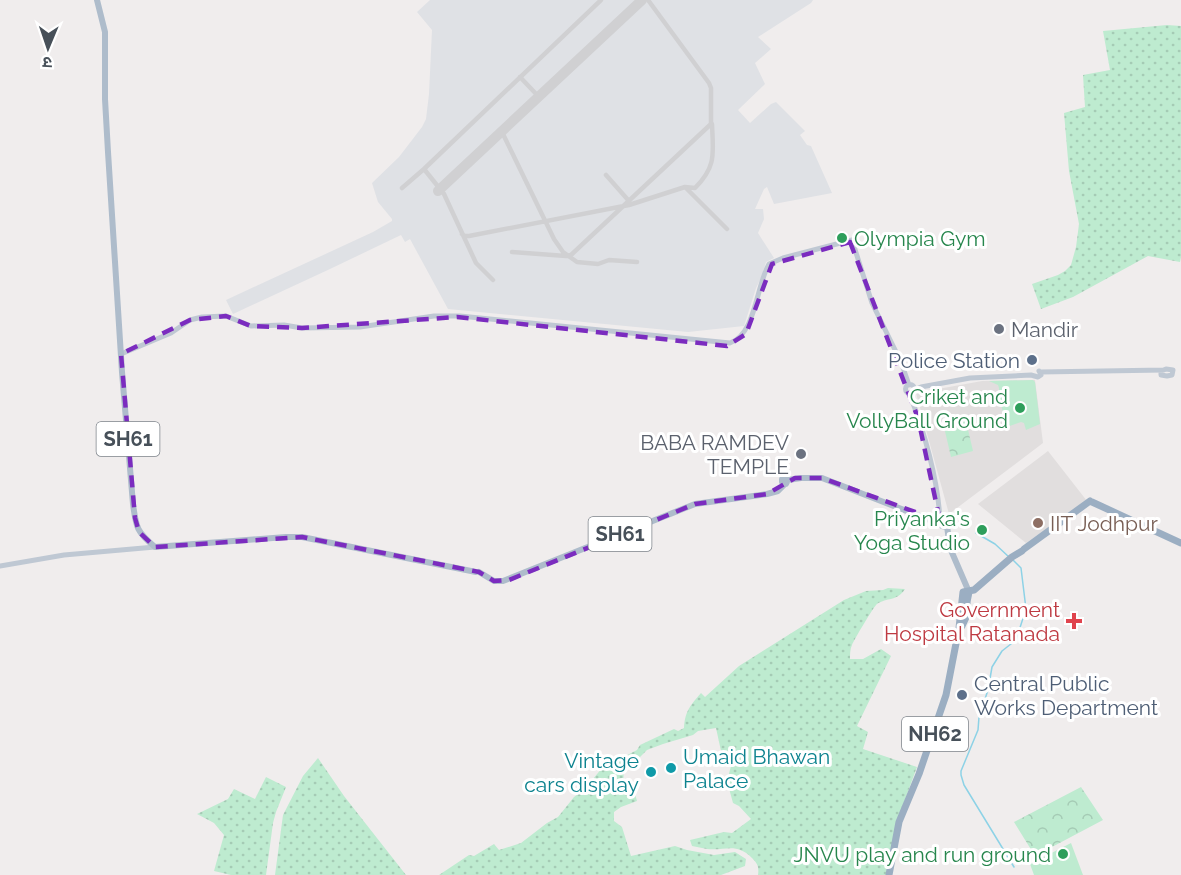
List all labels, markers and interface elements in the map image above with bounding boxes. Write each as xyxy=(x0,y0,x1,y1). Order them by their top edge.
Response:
north arrow xyxy=(18,18,78,78)
text: उ xyxy=(42,53,53,72)
place label: Olympia Gym xyxy=(854,226,986,251)
marker: Olympia Gym xyxy=(835,231,849,245)
place label: Mandir xyxy=(1011,317,1079,342)
marker: Mandir xyxy=(992,322,1006,336)
place label: Police Station xyxy=(888,348,1020,373)
marker: Police Station xyxy=(1025,353,1039,367)
place label: Criket and VollyBall Ground xyxy=(846,384,1008,433)
marker: Criket and VollyBall Ground xyxy=(1013,401,1027,415)
road number: SH61 xyxy=(96,422,160,456)
place label: BABA RAMDEV TEMPLE xyxy=(640,430,789,479)
marker: BABA RAMDEV TEMPLE xyxy=(794,447,808,461)
place label: Priyanka's Yoga Studio xyxy=(854,506,970,555)
place label: IIT Jodhpur xyxy=(1050,511,1159,536)
marker: IIT Jodhpur xyxy=(1031,516,1045,530)
road number: SH61 xyxy=(588,517,652,551)
marker: Priyanka's Yoga Studio xyxy=(975,523,989,537)
place label: Government Hospital Ratanada xyxy=(884,597,1060,646)
marker: Government Hospital Ratanada xyxy=(1065,612,1083,630)
place label: Central Public Works Department xyxy=(974,671,1158,720)
marker: Central Public Works Department xyxy=(955,688,969,702)
road number: NH62 xyxy=(902,717,968,751)
place label: Umaid Bhawan Palace xyxy=(683,744,830,793)
place label: Vintage cars display xyxy=(524,748,639,797)
marker: Umaid Bhawan Palace xyxy=(664,761,678,775)
marker: Vintage cars display xyxy=(644,765,658,779)
place label: JNVU play and run ground xyxy=(793,842,1051,867)
marker: JNVU play and run ground xyxy=(1056,847,1070,861)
· · · ·
WHAT TO PRODUCE:
Repeat the records verbatim, excluding pictures.

ANSWER SPACE:
List all labels, markers and interface elements in the map image above with bounding boxes. Write each as xyxy=(x0,y0,x1,y1). Order them by their top edge.
Response:
north arrow xyxy=(18,18,78,78)
text: उ xyxy=(42,53,53,72)
place label: Olympia Gym xyxy=(854,226,986,251)
marker: Olympia Gym xyxy=(835,231,849,245)
place label: Mandir xyxy=(1011,317,1079,342)
marker: Mandir xyxy=(992,322,1006,336)
place label: Police Station xyxy=(888,348,1020,373)
marker: Police Station xyxy=(1025,353,1039,367)
place label: Criket and VollyBall Ground xyxy=(846,384,1008,433)
marker: Criket and VollyBall Ground xyxy=(1013,401,1027,415)
road number: SH61 xyxy=(96,422,160,456)
place label: BABA RAMDEV TEMPLE xyxy=(640,430,789,479)
marker: BABA RAMDEV TEMPLE xyxy=(794,447,808,461)
place label: Priyanka's Yoga Studio xyxy=(854,506,970,555)
place label: IIT Jodhpur xyxy=(1050,511,1159,536)
marker: IIT Jodhpur xyxy=(1031,516,1045,530)
road number: SH61 xyxy=(588,517,652,551)
marker: Priyanka's Yoga Studio xyxy=(975,523,989,537)
place label: Government Hospital Ratanada xyxy=(884,597,1060,646)
marker: Government Hospital Ratanada xyxy=(1065,612,1083,630)
place label: Central Public Works Department xyxy=(974,671,1158,720)
marker: Central Public Works Department xyxy=(955,688,969,702)
road number: NH62 xyxy=(902,717,968,751)
place label: Umaid Bhawan Palace xyxy=(683,744,830,793)
place label: Vintage cars display xyxy=(524,748,639,797)
marker: Umaid Bhawan Palace xyxy=(664,761,678,775)
marker: Vintage cars display xyxy=(644,765,658,779)
place label: JNVU play and run ground xyxy=(793,842,1051,867)
marker: JNVU play and run ground xyxy=(1056,847,1070,861)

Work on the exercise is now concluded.